Monthly Archives: November 2007

EVENT: Silent Films playing soon in Houston, Colorado, Iowa, New York, with many films also in D.C.

November is a fantastic month for those who enjoy or who are just plain curious about silent films – all over the country.

Houston, Texas: This Saturday, we’ll be down at the Miller Outdoor Theater with bells on: because the 1920 classic “The Mark of Zorro,” starring Douglas Fairbanks, will be presented at 7:30 PM, with the live musical accompaniment of Rick Benjamin’s Paragon Orchestra. This is also a free event! The Miller Outdoor Theater is located at 100 Concert Drive in Hermann Park, just south of the Museum of Natural Science and the Houston Garden Center. There are other great free shows featured at the Outdoor Theater. (Tonight, in fact, is a showing of the sound documentary, “Hot Town, Cool City,” by artist Maureen McNamara, which is all about the city of Houston and its possibilities. Find out more at http://www.hottowncoolcity.org/)

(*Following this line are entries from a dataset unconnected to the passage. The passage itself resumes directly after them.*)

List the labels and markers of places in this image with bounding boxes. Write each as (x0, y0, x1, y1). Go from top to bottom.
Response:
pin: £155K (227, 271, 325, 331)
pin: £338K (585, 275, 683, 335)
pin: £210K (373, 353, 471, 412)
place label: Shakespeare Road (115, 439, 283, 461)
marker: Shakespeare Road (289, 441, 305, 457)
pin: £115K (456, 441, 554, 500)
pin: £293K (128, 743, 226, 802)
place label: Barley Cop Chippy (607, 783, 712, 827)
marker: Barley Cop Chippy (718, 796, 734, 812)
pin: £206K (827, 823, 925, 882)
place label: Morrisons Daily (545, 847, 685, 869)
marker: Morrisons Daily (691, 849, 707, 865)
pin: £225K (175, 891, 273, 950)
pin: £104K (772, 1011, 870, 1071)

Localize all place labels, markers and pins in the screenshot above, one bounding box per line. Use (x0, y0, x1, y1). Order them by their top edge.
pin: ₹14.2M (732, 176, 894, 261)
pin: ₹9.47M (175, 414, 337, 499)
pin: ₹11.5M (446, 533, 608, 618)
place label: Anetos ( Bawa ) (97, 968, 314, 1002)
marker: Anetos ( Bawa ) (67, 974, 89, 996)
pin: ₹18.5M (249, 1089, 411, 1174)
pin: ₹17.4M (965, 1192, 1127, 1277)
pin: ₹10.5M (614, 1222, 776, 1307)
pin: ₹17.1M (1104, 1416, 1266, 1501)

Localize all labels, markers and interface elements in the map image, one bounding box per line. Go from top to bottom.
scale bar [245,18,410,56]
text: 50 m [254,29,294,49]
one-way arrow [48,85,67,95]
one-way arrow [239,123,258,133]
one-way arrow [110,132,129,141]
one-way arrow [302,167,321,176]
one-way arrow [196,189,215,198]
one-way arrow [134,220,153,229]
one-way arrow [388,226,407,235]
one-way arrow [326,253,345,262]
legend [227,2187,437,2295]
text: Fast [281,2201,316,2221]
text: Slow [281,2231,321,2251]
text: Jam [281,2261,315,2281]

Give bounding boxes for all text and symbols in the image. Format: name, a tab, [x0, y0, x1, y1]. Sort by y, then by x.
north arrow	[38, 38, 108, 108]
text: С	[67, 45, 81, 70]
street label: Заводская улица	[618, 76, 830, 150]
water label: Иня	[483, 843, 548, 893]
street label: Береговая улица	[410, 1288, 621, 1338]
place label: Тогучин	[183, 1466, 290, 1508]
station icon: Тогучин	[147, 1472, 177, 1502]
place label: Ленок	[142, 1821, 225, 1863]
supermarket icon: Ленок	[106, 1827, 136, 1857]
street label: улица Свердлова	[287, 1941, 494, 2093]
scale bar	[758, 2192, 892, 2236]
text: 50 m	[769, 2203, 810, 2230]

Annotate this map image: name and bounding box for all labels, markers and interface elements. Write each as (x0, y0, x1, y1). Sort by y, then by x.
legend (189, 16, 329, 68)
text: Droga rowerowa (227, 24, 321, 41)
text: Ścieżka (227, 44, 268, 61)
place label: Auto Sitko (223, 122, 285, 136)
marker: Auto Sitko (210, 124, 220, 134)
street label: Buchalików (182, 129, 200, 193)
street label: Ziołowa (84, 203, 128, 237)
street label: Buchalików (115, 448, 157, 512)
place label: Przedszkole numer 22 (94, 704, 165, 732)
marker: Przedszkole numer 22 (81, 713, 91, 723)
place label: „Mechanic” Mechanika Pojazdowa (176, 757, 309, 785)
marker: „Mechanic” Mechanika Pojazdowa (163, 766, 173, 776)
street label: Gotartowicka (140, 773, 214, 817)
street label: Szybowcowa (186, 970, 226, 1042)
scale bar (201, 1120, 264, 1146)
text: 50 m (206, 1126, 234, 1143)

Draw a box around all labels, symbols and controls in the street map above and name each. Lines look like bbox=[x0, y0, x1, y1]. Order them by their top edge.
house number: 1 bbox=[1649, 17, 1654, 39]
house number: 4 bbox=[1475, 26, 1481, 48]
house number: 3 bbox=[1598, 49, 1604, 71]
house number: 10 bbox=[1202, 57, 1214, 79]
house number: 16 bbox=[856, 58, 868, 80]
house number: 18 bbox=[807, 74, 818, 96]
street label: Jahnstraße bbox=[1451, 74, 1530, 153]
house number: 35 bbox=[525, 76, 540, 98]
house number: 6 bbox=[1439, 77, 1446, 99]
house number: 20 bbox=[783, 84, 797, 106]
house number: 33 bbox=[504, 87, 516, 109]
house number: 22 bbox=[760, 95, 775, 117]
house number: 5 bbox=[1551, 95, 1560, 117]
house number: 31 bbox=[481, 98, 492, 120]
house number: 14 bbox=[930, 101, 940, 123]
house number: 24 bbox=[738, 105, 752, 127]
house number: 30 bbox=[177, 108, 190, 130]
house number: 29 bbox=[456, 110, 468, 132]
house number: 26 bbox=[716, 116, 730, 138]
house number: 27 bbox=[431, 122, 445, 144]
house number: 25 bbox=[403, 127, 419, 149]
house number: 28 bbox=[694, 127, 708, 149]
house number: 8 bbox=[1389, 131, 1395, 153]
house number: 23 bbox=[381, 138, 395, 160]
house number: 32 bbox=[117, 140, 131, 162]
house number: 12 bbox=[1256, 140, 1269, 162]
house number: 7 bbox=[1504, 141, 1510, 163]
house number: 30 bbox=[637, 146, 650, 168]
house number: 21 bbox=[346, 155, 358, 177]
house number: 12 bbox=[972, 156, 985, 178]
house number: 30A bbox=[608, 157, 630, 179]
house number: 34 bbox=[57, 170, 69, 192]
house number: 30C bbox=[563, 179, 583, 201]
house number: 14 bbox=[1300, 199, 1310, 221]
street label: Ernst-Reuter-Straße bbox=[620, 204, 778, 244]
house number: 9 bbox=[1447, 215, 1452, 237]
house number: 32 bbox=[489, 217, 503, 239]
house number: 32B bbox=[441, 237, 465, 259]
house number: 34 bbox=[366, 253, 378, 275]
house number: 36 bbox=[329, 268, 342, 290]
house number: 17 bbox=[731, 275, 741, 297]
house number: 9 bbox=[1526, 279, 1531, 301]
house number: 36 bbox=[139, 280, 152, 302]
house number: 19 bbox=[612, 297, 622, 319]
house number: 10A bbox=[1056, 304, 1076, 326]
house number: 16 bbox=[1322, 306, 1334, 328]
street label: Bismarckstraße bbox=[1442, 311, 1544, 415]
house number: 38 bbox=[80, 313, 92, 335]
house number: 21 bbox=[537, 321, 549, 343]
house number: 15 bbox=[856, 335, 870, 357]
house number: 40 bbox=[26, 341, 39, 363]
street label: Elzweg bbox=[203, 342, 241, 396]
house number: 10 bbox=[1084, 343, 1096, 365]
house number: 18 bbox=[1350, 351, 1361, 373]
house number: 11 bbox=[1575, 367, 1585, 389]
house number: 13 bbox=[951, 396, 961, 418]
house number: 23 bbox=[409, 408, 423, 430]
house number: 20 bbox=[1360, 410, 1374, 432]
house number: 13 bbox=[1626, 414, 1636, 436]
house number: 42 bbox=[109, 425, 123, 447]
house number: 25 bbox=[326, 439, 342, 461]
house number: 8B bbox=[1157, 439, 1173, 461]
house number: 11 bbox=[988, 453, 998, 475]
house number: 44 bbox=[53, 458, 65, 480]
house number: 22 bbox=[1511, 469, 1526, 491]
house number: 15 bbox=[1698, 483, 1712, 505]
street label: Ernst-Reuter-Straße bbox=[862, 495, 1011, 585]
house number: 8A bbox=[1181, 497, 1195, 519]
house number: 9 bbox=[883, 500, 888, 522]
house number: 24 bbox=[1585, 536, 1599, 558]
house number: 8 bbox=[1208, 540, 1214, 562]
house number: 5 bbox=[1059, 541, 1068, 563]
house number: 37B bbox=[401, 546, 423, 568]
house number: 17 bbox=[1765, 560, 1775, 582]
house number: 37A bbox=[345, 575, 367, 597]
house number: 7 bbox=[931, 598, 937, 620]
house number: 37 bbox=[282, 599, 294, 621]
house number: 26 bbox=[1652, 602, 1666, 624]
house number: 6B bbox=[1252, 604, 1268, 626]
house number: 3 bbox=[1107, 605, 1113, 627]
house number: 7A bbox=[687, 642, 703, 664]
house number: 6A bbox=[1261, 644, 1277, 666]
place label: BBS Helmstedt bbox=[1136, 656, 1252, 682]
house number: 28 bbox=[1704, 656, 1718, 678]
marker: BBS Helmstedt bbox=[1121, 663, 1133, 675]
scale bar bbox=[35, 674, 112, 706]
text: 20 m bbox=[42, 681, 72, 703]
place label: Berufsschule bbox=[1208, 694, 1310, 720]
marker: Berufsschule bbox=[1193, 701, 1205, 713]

Not only is Douglas Fairbanks’ star undimmed — he is delightful to watch in Zorro, one of his signature roles — but those who are new to silent films should also enjoy Fred Niblo’s direction. Niblo has made some other crowd-pleasers, especially Ben-Hur, and Blood and Sand with Rudolph Valentino. With Rick Benjamin’s music accompaniment, it shouldn’t be hard to catch the fever.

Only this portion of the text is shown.